According to an officer who is in a position to know the facts, work has been completed on the aircraft operated by T.A.A. and Qantas but not on those operated by Ansett-A.N.A. For some extraordinary reason, although the modifications have been completed, T.A.A. is not allowed to run its aircraft at the permissible higher speed. Instead, they have been kept to the reduced speed of 225 knots although, according to the Lockheed Corporation, they are now ready and quite safe to operate at 275 knots. Because Ansett-A.N.A. is not ready, this Government has taken action to prevent T.A.A. and Qantas from using their Electra aircraft in Australia at the higher speed. That appears to me to be an extraordinary situation.

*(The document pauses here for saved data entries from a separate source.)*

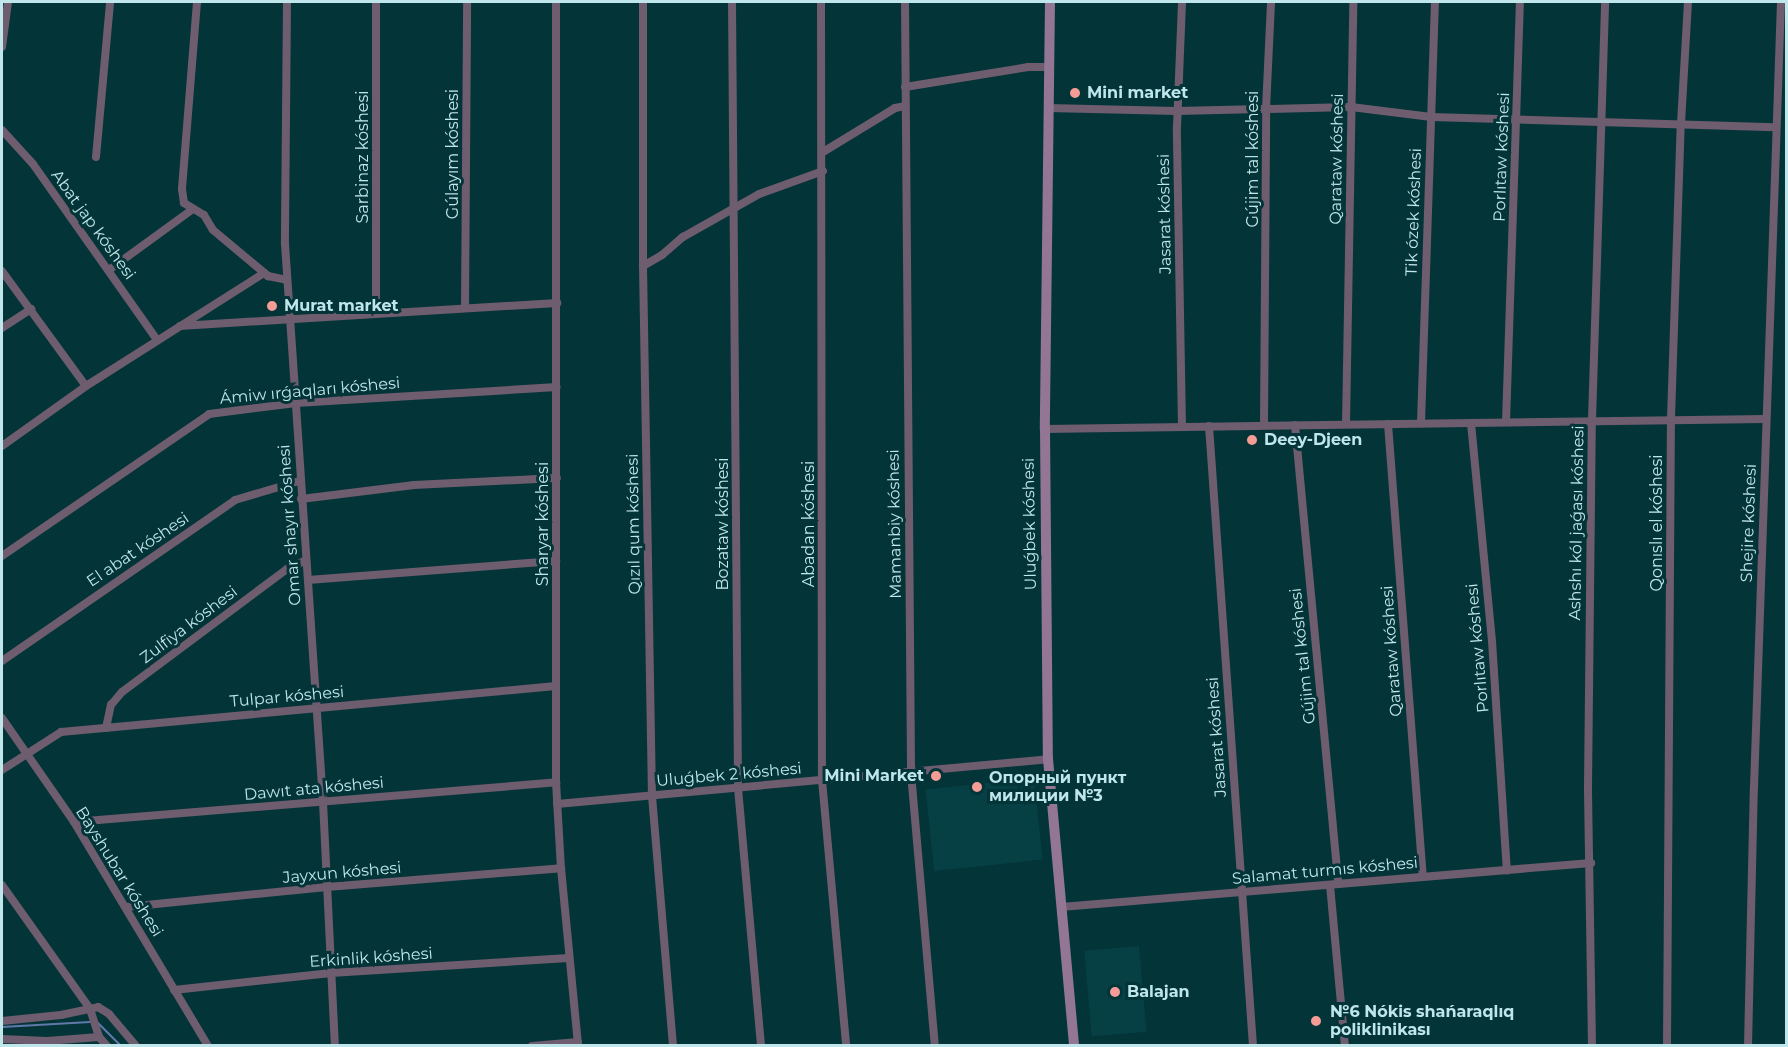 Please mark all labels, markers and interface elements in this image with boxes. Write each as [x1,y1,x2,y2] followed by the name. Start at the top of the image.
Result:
[1087,83,1188,103] place label: Mini market
[1068,86,1082,100] marker: Mini market
[443,89,463,219] street label: Gúlayım kóshesi
[353,90,373,224] street label: Sarbinaz kóshesi
[1243,91,1263,227] street label: Gújim tal kóshesi
[1490,92,1514,222] street label: Porlıtaw kóshesi
[1326,93,1348,225] street label: Qarataw kóshesi
[1402,148,1426,276] street label: Tik ózek kóshesi
[1154,154,1176,274] street label: Jasarat kóshesi
[47,166,139,284] street label: Abat jap kóshesi
[284,296,399,316] place label: Murat market
[265,299,279,313] marker: Murat market
[219,374,401,408] street label: Ámiw ırǵaqları kóshesi
[1566,425,1588,621] street label: Ashshı kól jaǵası kóshesi
[1264,430,1362,450] place label: Deey-Djeen
[1245,433,1259,447] marker: Deey-Djeen
[275,444,305,606] street label: Omar shayır kóshesi
[884,449,906,599] street label: Mamanbiy kóshesi
[623,453,645,595] street label: Qızıl qum kóshesi
[1647,454,1667,592] street label: Qonıslı el kóshesi
[713,458,733,590] street label: Bozataw kóshesi
[1019,458,1041,590] street label: Uluǵbek kóshesi
[799,461,819,587] street label: Abadan kóshesi
[533,462,553,586] street label: Sharyar kóshesi
[1737,463,1761,583] street label: Shejire kóshesi
[83,509,193,591] street label: El abat kóshesi
[137,582,241,668] street label: Zulfiya kóshesi
[1463,583,1493,713] street label: Porlıtaw kóshesi
[1378,585,1406,717] street label: Qarataw kóshesi
[1286,587,1320,725] street label: Gújim tal kóshesi
[1203,676,1231,798] street label: Jasarat kóshesi
[229,682,345,712] street label: Tulpar kóshesi
[655,759,803,791] street label: Uluǵbek 2 kóshesi
[824,766,924,786] place label: Mini Market
[989,768,1126,806] place label: Опорный пункт милиции №3
[929,769,943,783] marker: Mini Market
[243,773,385,805] street label: Dawıt ata kóshesi
[970,780,984,794] marker: Опорный пункт милиции №3
[71,803,167,941] street label: Bayshubar kóshesi
[1231,853,1419,889] street label: Salamat turmıs kóshesi
[282,858,402,888] street label: Jayxun kóshesi
[309,944,433,972] street label: Erkinlik kóshesi
[1127,982,1190,1002] place label: Balajan
[1108,985,1122,999] marker: Balajan
[1330,1002,1514,1040] place label: №6 Nókis shańaraqlıq poliklinikası
[1307,1012,1325,1030] marker: №6 Nókis shańaraqlıq poliklinikası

I am given to understand by the officer to whom I have referred that that is the present position in regard to these aircraft. It seems to me to be an outrageous thing. The Government has stated repeatedly that it would act fairly and impartially in regard to the two major airlines and that they would be placed on a competitive basis. How can that argument be put forward, in view of the fact that when Ansett-A.N.A. should have been consigning its aircraft overseas to have the modifications carried out, it refused to conform to the schedule that had been laid down. The company was told, when it was not ready to send the aircraft forward, that they would be put to the end of the list. The company was quite happy about the position. Evidently the company knew it could afford to accept that situation, knowing the Government would see to it that T.A.A. did not get the advantage of having its aircraft back on the run at a much earlier date.

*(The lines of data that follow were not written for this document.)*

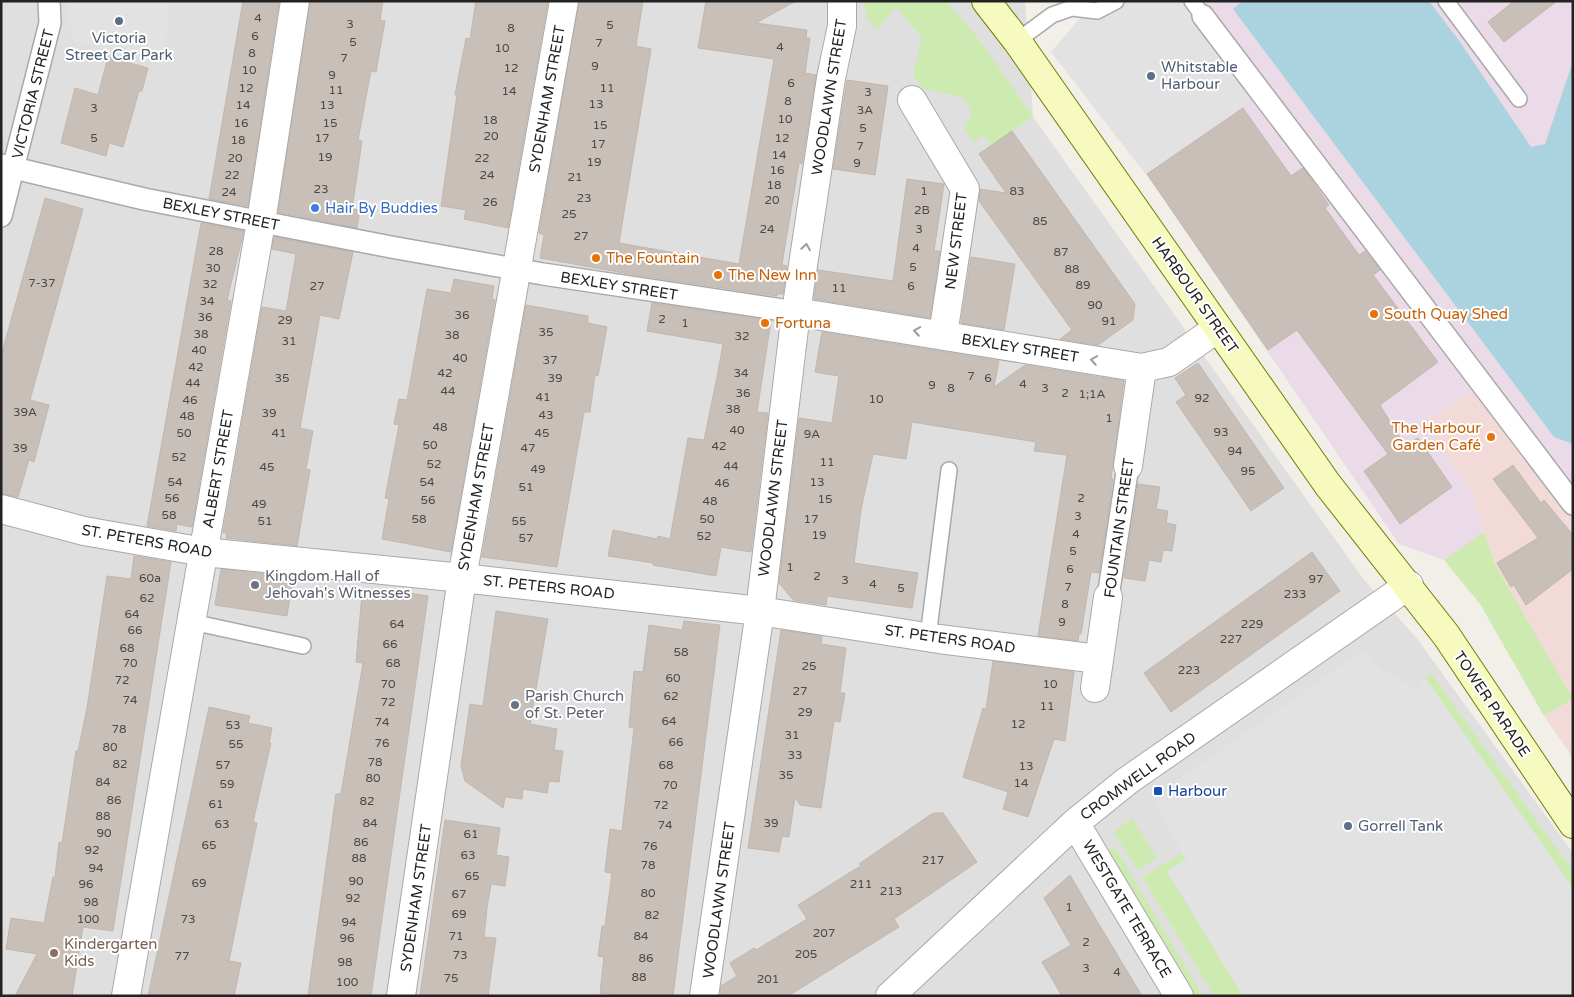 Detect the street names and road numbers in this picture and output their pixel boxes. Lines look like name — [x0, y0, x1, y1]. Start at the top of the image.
street label: WOODLAWN STREET — [808, 17, 850, 177]
street label: SYDENHAM STREET — [525, 24, 569, 174]
street label: VICTORIA STREET — [8, 27, 58, 161]
street label: NEW STREET — [941, 192, 971, 290]
street label: BEXLEY STREET — [161, 194, 281, 234]
street label: HARBOUR STREET — [1148, 233, 1242, 357]
street label: BEXLEY STREET — [559, 268, 679, 304]
street label: BEXLEY STREET — [960, 330, 1080, 366]
street label: ALBERT STREET — [199, 408, 237, 530]
street label: WOODLAWN STREET — [754, 418, 792, 578]
street label: SYDENHAM STREET — [454, 422, 498, 572]
street label: FOUNTAIN STREET — [1100, 457, 1138, 599]
street label: ST. PETERS ROAD — [80, 521, 214, 561]
street label: ST. PETERS ROAD — [482, 571, 616, 603]
street label: ST. PETERS ROAD — [883, 621, 1017, 657]
street label: TOWER PARADE — [1450, 648, 1534, 760]
street label: CROMWELL ROAD — [1077, 728, 1199, 824]
street label: WOODLAWN STREET — [699, 820, 739, 980]
street label: SYDENHAM STREET — [397, 823, 435, 973]
street label: WESTGATE TERRACE — [1079, 837, 1175, 981]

Honorable members will recollect the many occasions on which the Government has showna preference for the private airline. If T.A.A. had had its way, it would not have purchased these aircraft and would not therefore have been put to the trouble of having the modifications carried out. Mr. Warren McDonald, who was then in charge of T.A.A., sent the aeronautical experts overseas to select the best aircraft that was available, and they recommended the purchase of Caravelles. Those aircraft would have involved the outlay of sterling instead of dollars, which were then in short supply. But because Ansett-A.N.A. have taken Electras - evidently they were not proving as satisfactory as Caravelles would have been - the Government decided that T.A.A. also had to have Electras. Everybody knows what happened thereafter. AnsettA.N.A. had DC6 aircraft which also proved to be unsatisfactory in respect of economical service, and the Government, in trying to even matters up, compelled T.A.A. to take DC6 aircraft and to allow some of its Viscount aircraft to be transferred for use by the private airlines.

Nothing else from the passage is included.